[TASK GOAL]: Return every record below exactly as written.

[AVAILABLE RECORDS]:
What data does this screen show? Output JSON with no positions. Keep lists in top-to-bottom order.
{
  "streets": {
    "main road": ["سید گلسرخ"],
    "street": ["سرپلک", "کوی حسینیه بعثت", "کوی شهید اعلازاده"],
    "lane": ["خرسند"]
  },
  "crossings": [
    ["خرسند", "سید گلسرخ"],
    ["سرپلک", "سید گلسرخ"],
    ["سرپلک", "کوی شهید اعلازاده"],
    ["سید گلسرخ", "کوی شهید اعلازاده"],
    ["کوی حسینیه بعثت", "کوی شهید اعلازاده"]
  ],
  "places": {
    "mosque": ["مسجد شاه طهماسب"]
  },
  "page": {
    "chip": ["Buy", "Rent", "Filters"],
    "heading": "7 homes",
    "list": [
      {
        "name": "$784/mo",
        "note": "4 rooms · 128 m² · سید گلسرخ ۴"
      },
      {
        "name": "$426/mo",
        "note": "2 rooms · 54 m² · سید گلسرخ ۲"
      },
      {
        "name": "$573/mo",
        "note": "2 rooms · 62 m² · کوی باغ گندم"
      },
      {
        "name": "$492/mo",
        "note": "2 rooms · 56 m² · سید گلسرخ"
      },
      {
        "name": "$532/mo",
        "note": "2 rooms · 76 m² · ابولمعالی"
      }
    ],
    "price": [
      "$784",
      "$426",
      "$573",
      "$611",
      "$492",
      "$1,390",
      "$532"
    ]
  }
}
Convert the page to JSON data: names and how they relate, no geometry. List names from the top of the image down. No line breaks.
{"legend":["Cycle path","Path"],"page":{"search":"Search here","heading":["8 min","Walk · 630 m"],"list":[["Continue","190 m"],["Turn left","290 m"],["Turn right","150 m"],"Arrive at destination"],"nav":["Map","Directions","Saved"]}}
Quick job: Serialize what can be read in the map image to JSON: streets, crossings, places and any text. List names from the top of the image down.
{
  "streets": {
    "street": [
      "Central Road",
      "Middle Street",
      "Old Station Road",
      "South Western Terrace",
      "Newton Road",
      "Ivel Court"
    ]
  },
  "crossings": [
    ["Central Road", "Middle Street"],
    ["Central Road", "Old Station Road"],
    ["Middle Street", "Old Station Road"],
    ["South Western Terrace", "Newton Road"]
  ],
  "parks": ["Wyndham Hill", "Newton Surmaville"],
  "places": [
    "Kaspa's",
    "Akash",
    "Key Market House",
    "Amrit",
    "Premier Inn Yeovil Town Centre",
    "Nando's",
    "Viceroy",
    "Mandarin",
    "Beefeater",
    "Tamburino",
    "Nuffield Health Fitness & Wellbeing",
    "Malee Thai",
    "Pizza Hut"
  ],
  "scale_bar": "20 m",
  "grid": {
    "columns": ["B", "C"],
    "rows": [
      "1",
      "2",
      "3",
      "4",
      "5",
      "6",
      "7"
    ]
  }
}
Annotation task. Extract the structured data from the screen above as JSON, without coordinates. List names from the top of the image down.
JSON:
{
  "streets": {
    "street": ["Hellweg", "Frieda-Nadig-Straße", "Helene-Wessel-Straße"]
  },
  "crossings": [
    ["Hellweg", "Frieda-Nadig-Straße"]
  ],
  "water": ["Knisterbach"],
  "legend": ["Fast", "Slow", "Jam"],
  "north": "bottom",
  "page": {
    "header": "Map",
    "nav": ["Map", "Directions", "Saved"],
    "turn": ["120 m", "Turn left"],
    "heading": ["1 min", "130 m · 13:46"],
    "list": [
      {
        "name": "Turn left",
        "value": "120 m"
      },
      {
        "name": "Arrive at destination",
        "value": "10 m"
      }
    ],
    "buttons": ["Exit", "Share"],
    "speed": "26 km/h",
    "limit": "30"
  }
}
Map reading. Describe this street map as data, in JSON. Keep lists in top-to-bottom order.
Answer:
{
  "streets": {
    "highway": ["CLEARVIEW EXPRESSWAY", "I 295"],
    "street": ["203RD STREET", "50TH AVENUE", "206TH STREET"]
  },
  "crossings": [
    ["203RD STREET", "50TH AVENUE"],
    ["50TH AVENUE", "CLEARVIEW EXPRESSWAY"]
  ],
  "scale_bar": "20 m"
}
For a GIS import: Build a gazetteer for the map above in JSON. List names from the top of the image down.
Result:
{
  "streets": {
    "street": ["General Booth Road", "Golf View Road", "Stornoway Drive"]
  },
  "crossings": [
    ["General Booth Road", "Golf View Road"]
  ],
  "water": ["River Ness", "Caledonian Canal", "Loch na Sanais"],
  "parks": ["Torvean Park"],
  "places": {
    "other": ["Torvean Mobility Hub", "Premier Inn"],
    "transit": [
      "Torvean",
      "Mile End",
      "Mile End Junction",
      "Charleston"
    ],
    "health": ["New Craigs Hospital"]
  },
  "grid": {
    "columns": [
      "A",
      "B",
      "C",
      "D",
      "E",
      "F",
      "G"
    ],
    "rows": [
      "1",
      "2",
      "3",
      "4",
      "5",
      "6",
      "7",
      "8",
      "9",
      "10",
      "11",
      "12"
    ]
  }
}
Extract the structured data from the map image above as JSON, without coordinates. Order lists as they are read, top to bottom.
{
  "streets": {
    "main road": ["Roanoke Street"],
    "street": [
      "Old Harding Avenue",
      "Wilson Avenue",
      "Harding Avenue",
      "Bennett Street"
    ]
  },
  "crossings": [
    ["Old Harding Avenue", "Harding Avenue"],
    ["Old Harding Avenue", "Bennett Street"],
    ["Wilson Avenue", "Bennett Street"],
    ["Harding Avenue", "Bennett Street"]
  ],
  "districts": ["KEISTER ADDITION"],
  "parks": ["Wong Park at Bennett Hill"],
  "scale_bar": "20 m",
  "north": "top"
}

[WRITTEN RESPONSE]:
What data does this screen show? Output JSON with no positions. Keep lists in top-to-bottom order.
{
  "streets": {
    "main road": ["سید گلسرخ"],
    "street": ["سرپلک", "کوی حسینیه بعثت", "کوی شهید اعلازاده"],
    "lane": ["خرسند"]
  },
  "crossings": [
    ["خرسند", "سید گلسرخ"],
    ["سرپلک", "سید گلسرخ"],
    ["سرپلک", "کوی شهید اعلازاده"],
    ["سید گلسرخ", "کوی شهید اعلازاده"],
    ["کوی حسینیه بعثت", "کوی شهید اعلازاده"]
  ],
  "places": {
    "mosque": ["مسجد شاه طهماسب"]
  },
  "page": {
    "chip": ["Buy", "Rent", "Filters"],
    "heading": "7 homes",
    "list": [
      {
        "name": "$784/mo",
        "note": "4 rooms · 128 m² · سید گلسرخ ۴"
      },
      {
        "name": "$426/mo",
        "note": "2 rooms · 54 m² · سید گلسرخ ۲"
      },
      {
        "name": "$573/mo",
        "note": "2 rooms · 62 m² · کوی باغ گندم"
      },
      {
        "name": "$492/mo",
        "note": "2 rooms · 56 m² · سید گلسرخ"
      },
      {
        "name": "$532/mo",
        "note": "2 rooms · 76 m² · ابولمعالی"
      }
    ],
    "price": [
      "$784",
      "$426",
      "$573",
      "$611",
      "$492",
      "$1,390",
      "$532"
    ]
  }
}
Convert the page to JSON data: names and how they relate, no geometry. List names from the top of the image down. No line breaks.
{"legend":["Cycle path","Path"],"page":{"search":"Search here","heading":["8 min","Walk · 630 m"],"list":[["Continue","190 m"],["Turn left","290 m"],["Turn right","150 m"],"Arrive at destination"],"nav":["Map","Directions","Saved"]}}
Quick job: Serialize what can be read in the map image to JSON: streets, crossings, places and any text. List names from the top of the image down.
{
  "streets": {
    "street": [
      "Central Road",
      "Middle Street",
      "Old Station Road",
      "South Western Terrace",
      "Newton Road",
      "Ivel Court"
    ]
  },
  "crossings": [
    ["Central Road", "Middle Street"],
    ["Central Road", "Old Station Road"],
    ["Middle Street", "Old Station Road"],
    ["South Western Terrace", "Newton Road"]
  ],
  "parks": ["Wyndham Hill", "Newton Surmaville"],
  "places": [
    "Kaspa's",
    "Akash",
    "Key Market House",
    "Amrit",
    "Premier Inn Yeovil Town Centre",
    "Nando's",
    "Viceroy",
    "Mandarin",
    "Beefeater",
    "Tamburino",
    "Nuffield Health Fitness & Wellbeing",
    "Malee Thai",
    "Pizza Hut"
  ],
  "scale_bar": "20 m",
  "grid": {
    "columns": ["B", "C"],
    "rows": [
      "1",
      "2",
      "3",
      "4",
      "5",
      "6",
      "7"
    ]
  }
}
Annotation task. Extract the structured data from the screen above as JSON, without coordinates. List names from the top of the image down.
JSON:
{
  "streets": {
    "street": ["Hellweg", "Frieda-Nadig-Straße", "Helene-Wessel-Straße"]
  },
  "crossings": [
    ["Hellweg", "Frieda-Nadig-Straße"]
  ],
  "water": ["Knisterbach"],
  "legend": ["Fast", "Slow", "Jam"],
  "north": "bottom",
  "page": {
    "header": "Map",
    "nav": ["Map", "Directions", "Saved"],
    "turn": ["120 m", "Turn left"],
    "heading": ["1 min", "130 m · 13:46"],
    "list": [
      {
        "name": "Turn left",
        "value": "120 m"
      },
      {
        "name": "Arrive at destination",
        "value": "10 m"
      }
    ],
    "buttons": ["Exit", "Share"],
    "speed": "26 km/h",
    "limit": "30"
  }
}
Map reading. Describe this street map as data, in JSON. Keep lists in top-to-bottom order.
Answer:
{
  "streets": {
    "highway": ["CLEARVIEW EXPRESSWAY", "I 295"],
    "street": ["203RD STREET", "50TH AVENUE", "206TH STREET"]
  },
  "crossings": [
    ["203RD STREET", "50TH AVENUE"],
    ["50TH AVENUE", "CLEARVIEW EXPRESSWAY"]
  ],
  "scale_bar": "20 m"
}
For a GIS import: Build a gazetteer for the map above in JSON. List names from the top of the image down.
Result:
{
  "streets": {
    "street": ["General Booth Road", "Golf View Road", "Stornoway Drive"]
  },
  "crossings": [
    ["General Booth Road", "Golf View Road"]
  ],
  "water": ["River Ness", "Caledonian Canal", "Loch na Sanais"],
  "parks": ["Torvean Park"],
  "places": {
    "other": ["Torvean Mobility Hub", "Premier Inn"],
    "transit": [
      "Torvean",
      "Mile End",
      "Mile End Junction",
      "Charleston"
    ],
    "health": ["New Craigs Hospital"]
  },
  "grid": {
    "columns": [
      "A",
      "B",
      "C",
      "D",
      "E",
      "F",
      "G"
    ],
    "rows": [
      "1",
      "2",
      "3",
      "4",
      "5",
      "6",
      "7",
      "8",
      "9",
      "10",
      "11",
      "12"
    ]
  }
}
Extract the structured data from the map image above as JSON, without coordinates. Order lists as they are read, top to bottom.
{
  "streets": {
    "main road": ["Roanoke Street"],
    "street": [
      "Old Harding Avenue",
      "Wilson Avenue",
      "Harding Avenue",
      "Bennett Street"
    ]
  },
  "crossings": [
    ["Old Harding Avenue", "Harding Avenue"],
    ["Old Harding Avenue", "Bennett Street"],
    ["Wilson Avenue", "Bennett Street"],
    ["Harding Avenue", "Bennett Street"]
  ],
  "districts": ["KEISTER ADDITION"],
  "parks": ["Wong Park at Bennett Hill"],
  "scale_bar": "20 m",
  "north": "top"
}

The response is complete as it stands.